• _ACTIVITY_:
The listing below must be returned in full and unchanged, without the images it carries.

• _DATASET EXTRACT_:
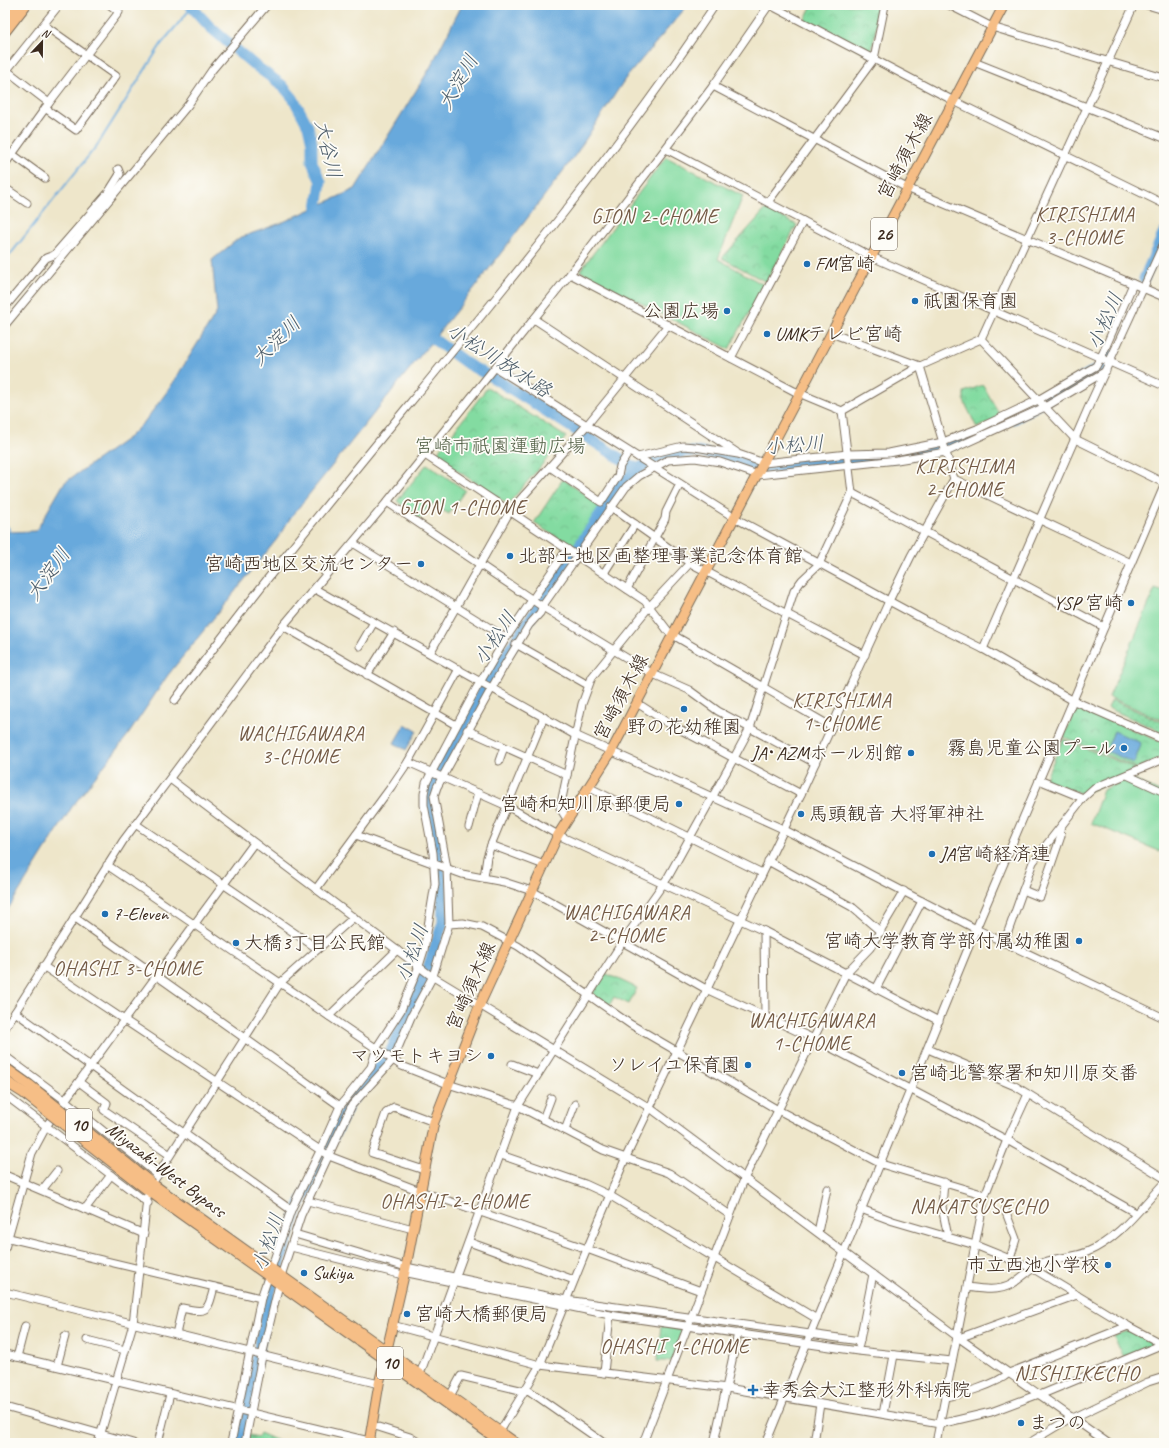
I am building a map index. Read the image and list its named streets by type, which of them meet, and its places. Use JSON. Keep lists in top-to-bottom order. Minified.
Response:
{"streets":{"highway":["10","Miyazaki-West Bypass"],"main road":["宮崎須木線","26"]},"crossings":[["宮崎須木線","10"],["10","Miyazaki-West Bypass"]],"districts":["KIRISHIMA 3-CHOME","GION 2-CHOME","KIRISHIMA 2-CHOME","GION 1-CHOME","KIRISHIMA 1-CHOME","WACHIGAWARA 3-CHOME","WACHIGAWARA 2-CHOME","OHASHI 3-CHOME","WACHIGAWARA 1-CHOME","OHASHI 2-CHOME","NAKATSUSECHO","OHASHI 1-CHOME","NISHIIKECHO"],"water":["大淀川","大谷川","小松川","小松川放水路"],"parks":["宮崎市祇園運動広場"],"places":{"other":["FM宮崎","祇園保育園","公園広場","UMKテレビ宮崎","北部土地区画整理事業記念体育館","宮崎西地区交流センター","YSP 宮崎","野の花幼稚園","霧島児童公園プール","JA･AZMホール別館","宮崎和知川原郵便局","馬頭観音 大将軍神社","JA宮崎経済連","7-Eleven","宮崎大学教育学部付属幼稚園","大橋3丁目公民館","マツモトキヨシ","ソレイユ保育園","宮崎北警察署和知川原交番","市立西池小学校","Sukiya","宮崎大橋郵便局","まつの"],"health":["幸秀会大江整形外科病院"]},"north":"top"}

• _EXERCISE ANSWER_:
I am building a map index. Read the image and list its named streets by type, which of them meet, and its places. Use JSON. Keep lists in top-to-bottom order. Minified.
Response:
{"streets":{"highway":["10","Miyazaki-West Bypass"],"main road":["宮崎須木線","26"]},"crossings":[["宮崎須木線","10"],["10","Miyazaki-West Bypass"]],"districts":["KIRISHIMA 3-CHOME","GION 2-CHOME","KIRISHIMA 2-CHOME","GION 1-CHOME","KIRISHIMA 1-CHOME","WACHIGAWARA 3-CHOME","WACHIGAWARA 2-CHOME","OHASHI 3-CHOME","WACHIGAWARA 1-CHOME","OHASHI 2-CHOME","NAKATSUSECHO","OHASHI 1-CHOME","NISHIIKECHO"],"water":["大淀川","大谷川","小松川","小松川放水路"],"parks":["宮崎市祇園運動広場"],"places":{"other":["FM宮崎","祇園保育園","公園広場","UMKテレビ宮崎","北部土地区画整理事業記念体育館","宮崎西地区交流センター","YSP 宮崎","野の花幼稚園","霧島児童公園プール","JA･AZMホール別館","宮崎和知川原郵便局","馬頭観音 大将軍神社","JA宮崎経済連","7-Eleven","宮崎大学教育学部付属幼稚園","大橋3丁目公民館","マツモトキヨシ","ソレイユ保育園","宮崎北警察署和知川原交番","市立西池小学校","Sukiya","宮崎大橋郵便局","まつの"],"health":["幸秀会大江整形外科病院"]},"north":"top"}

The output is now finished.